** WORK TASK **
Word for word, the data below must be repeated in full; no picture is to be included.

Stored data

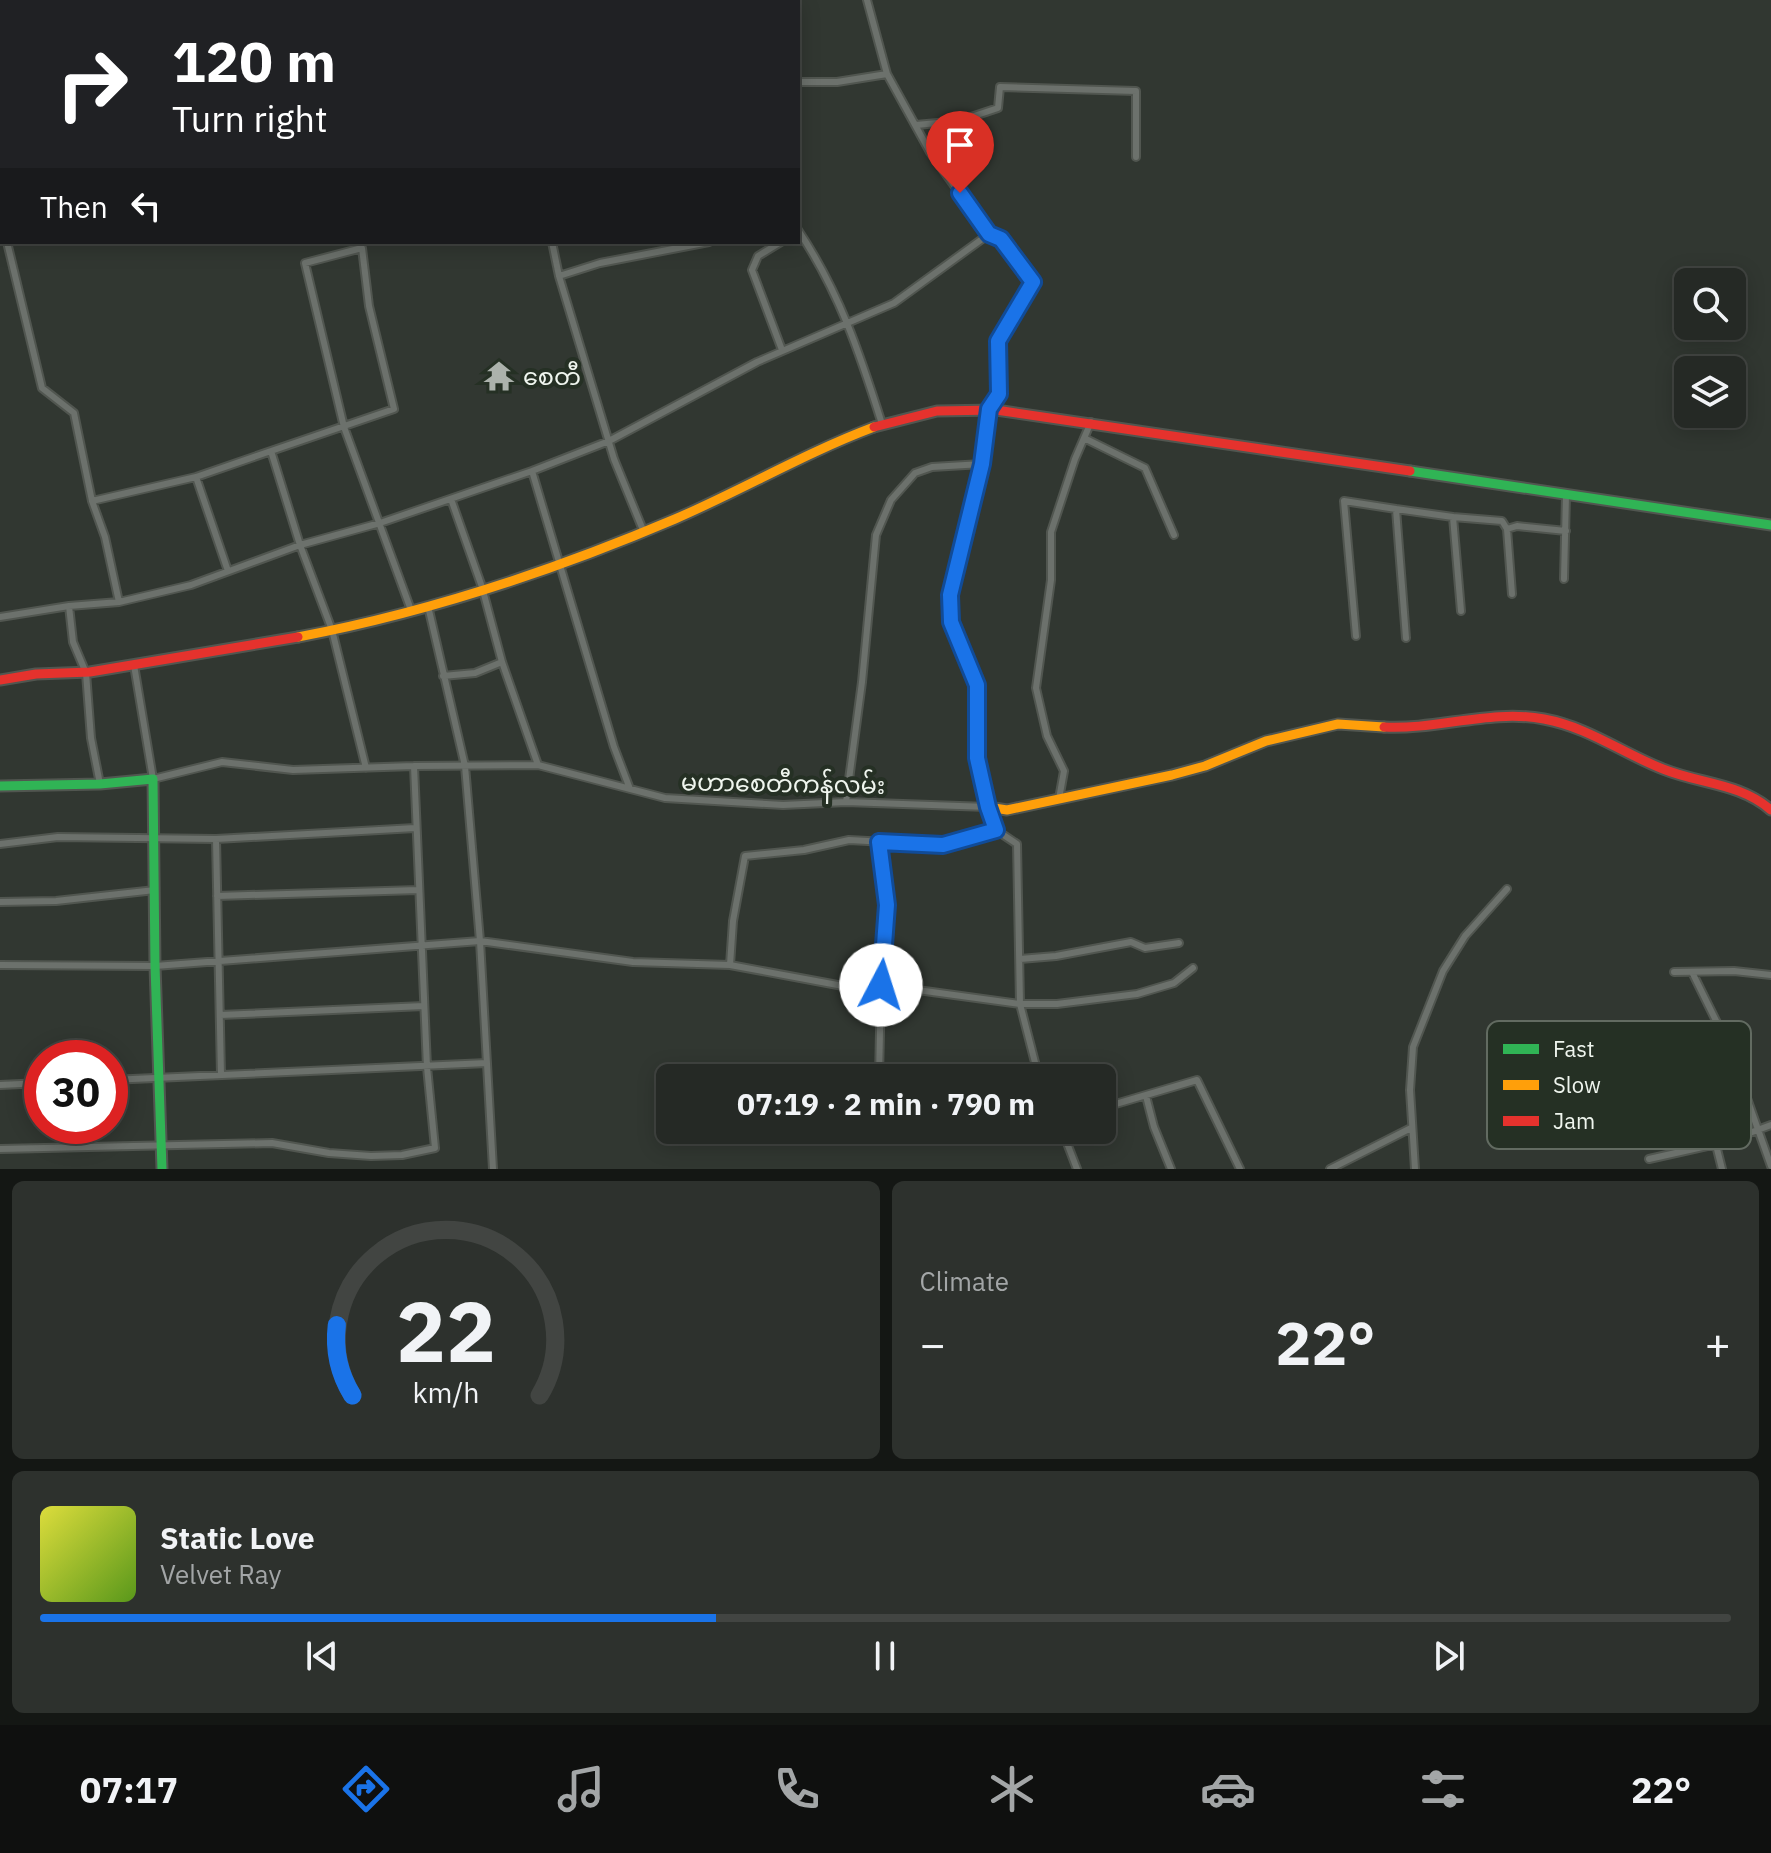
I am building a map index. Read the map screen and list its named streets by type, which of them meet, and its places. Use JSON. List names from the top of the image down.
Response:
{
  "streets": {
    "street": ["မဟာစေတီကန်လမ်း"]
  },
  "places": {
    "temple": ["စေတီ"]
  },
  "legend": ["Fast", "Slow", "Jam"],
  "page": {
    "turn": ["120 m", "Turn right"],
    "then": "Then",
    "limit": "30",
    "trip": "07:19 · 2 min · 790 m",
    "tile": "Climate",
    "heat": ["−", "22°", "+"],
    "song": ["Static Love", "Velvet Ray"],
    "tabs": ["07:17", "22°"],
    "gauge": ["22", "km/h"]
  }
}
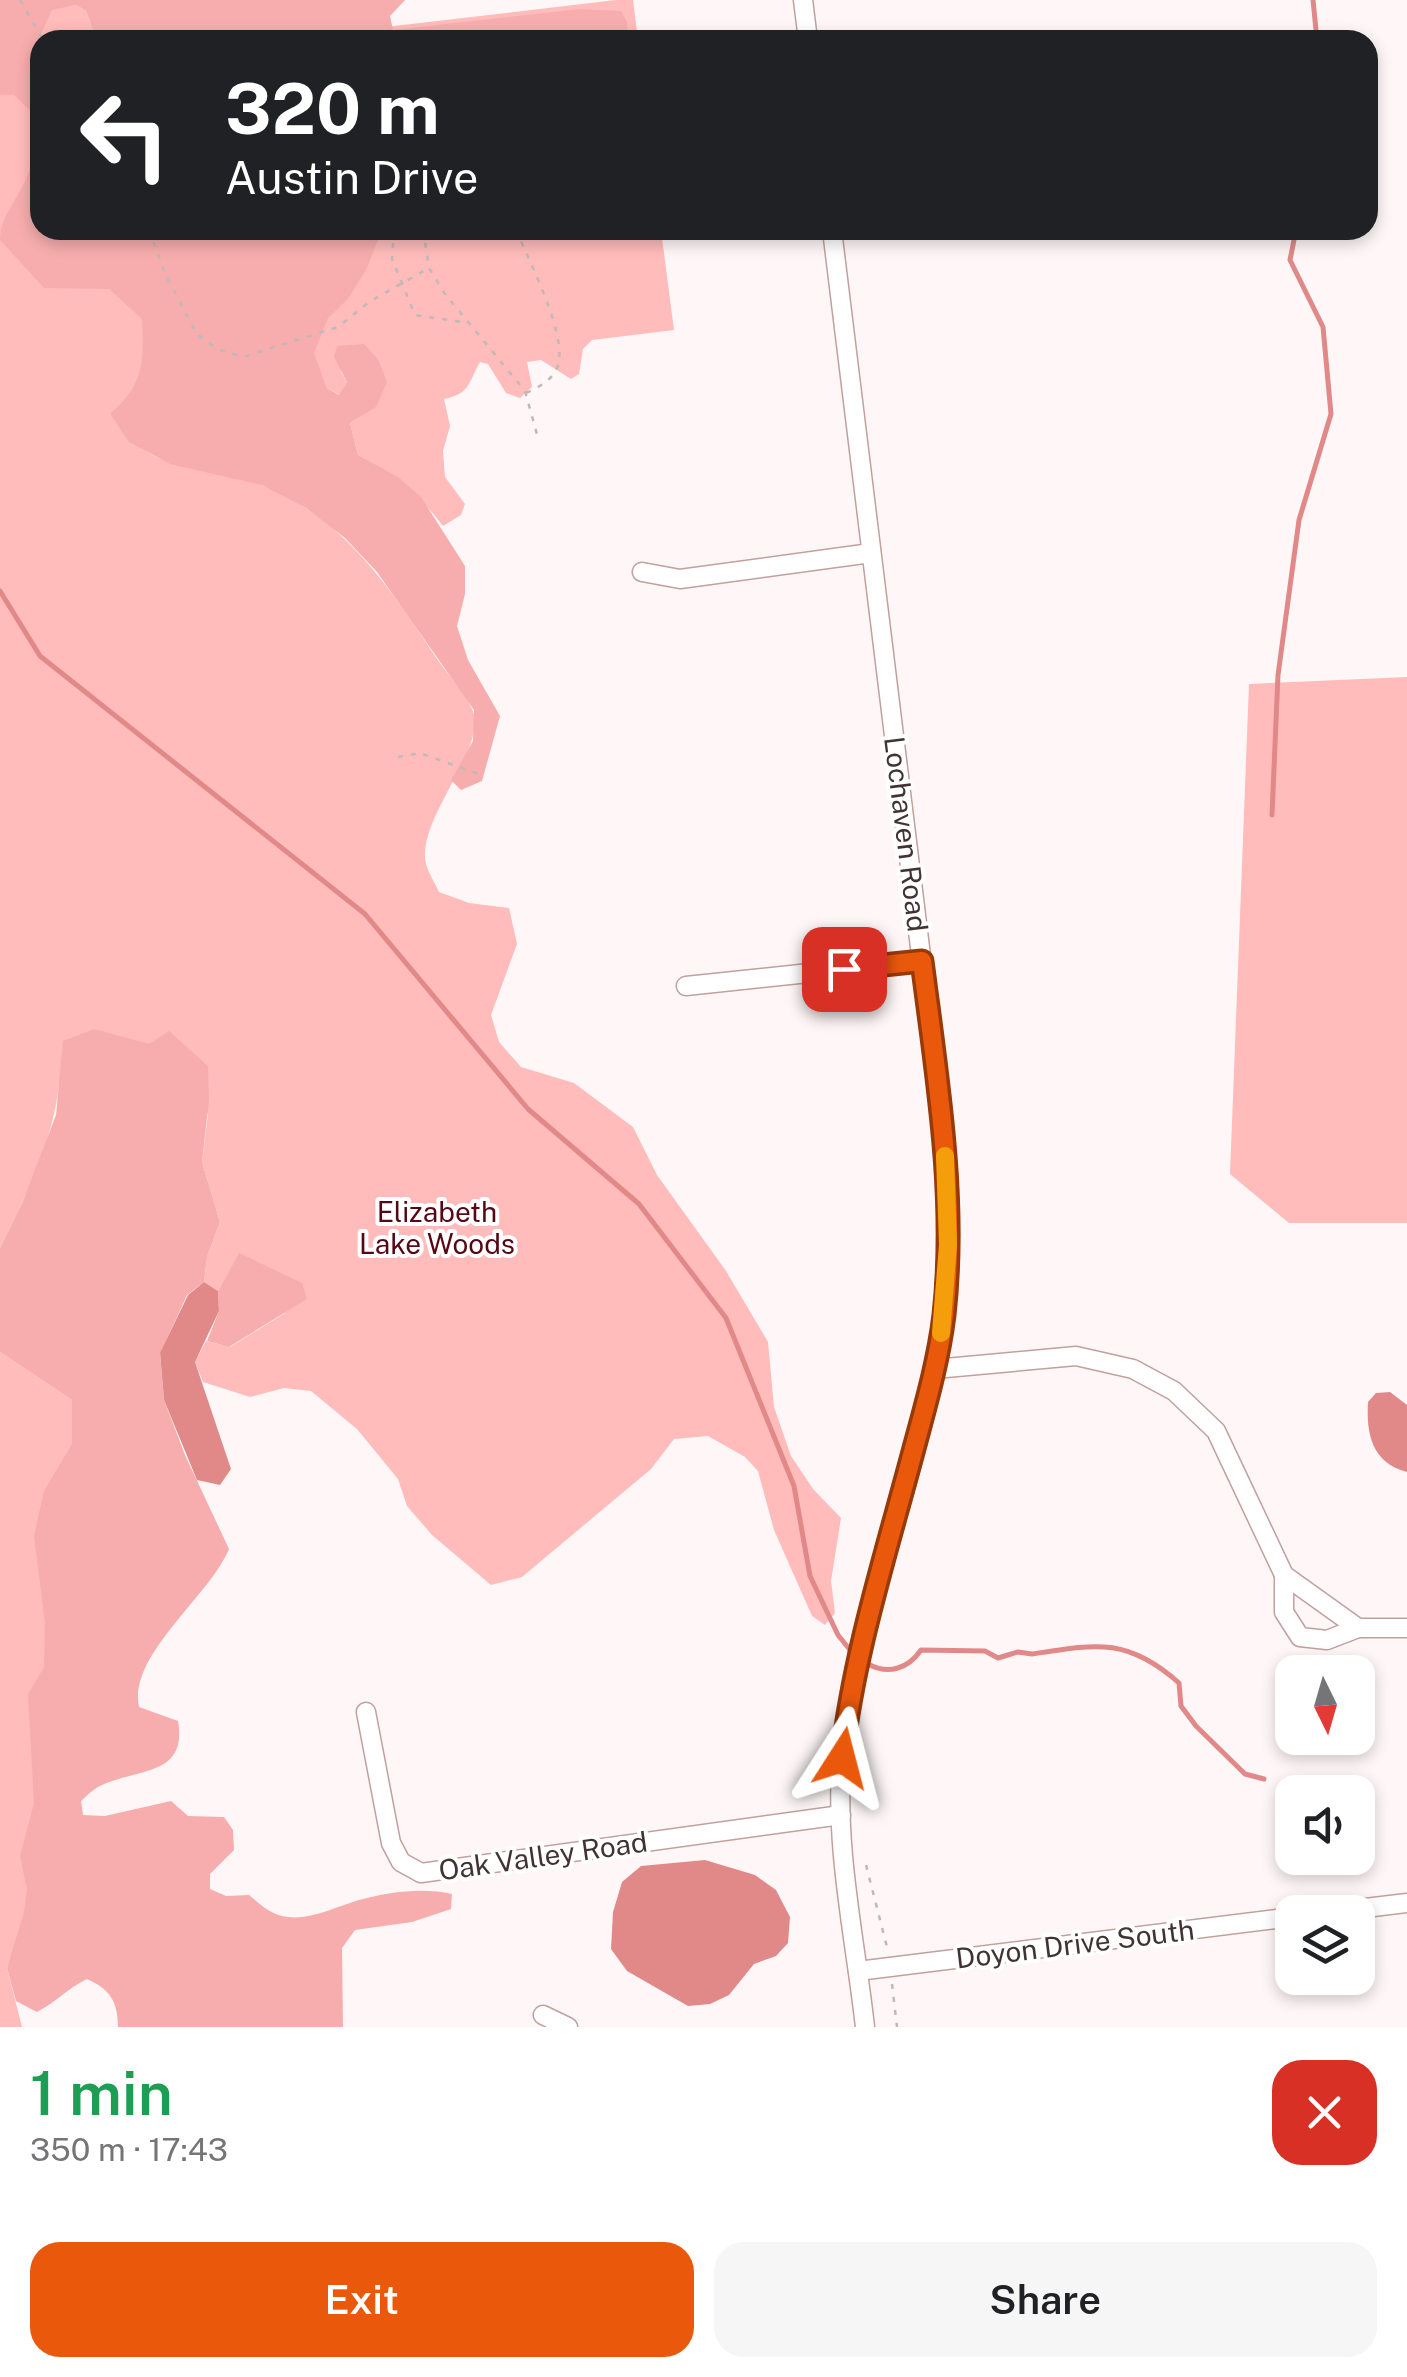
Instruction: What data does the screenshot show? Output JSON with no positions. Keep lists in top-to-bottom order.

** FINISHED EXERCISE **
I am building a map index. Read the map screen and list its named streets by type, which of them meet, and its places. Use JSON. List names from the top of the image down.
Response:
{
  "streets": {
    "street": ["မဟာစေတီကန်လမ်း"]
  },
  "places": {
    "temple": ["စေတီ"]
  },
  "legend": ["Fast", "Slow", "Jam"],
  "page": {
    "turn": ["120 m", "Turn right"],
    "then": "Then",
    "limit": "30",
    "trip": "07:19 · 2 min · 790 m",
    "tile": "Climate",
    "heat": ["−", "22°", "+"],
    "song": ["Static Love", "Velvet Ray"],
    "tabs": ["07:17", "22°"],
    "gauge": ["22", "km/h"]
  }
}
Instruction: What data does the screenshot show? Output JSON with no positions. Keep lists in top-to-bottom order.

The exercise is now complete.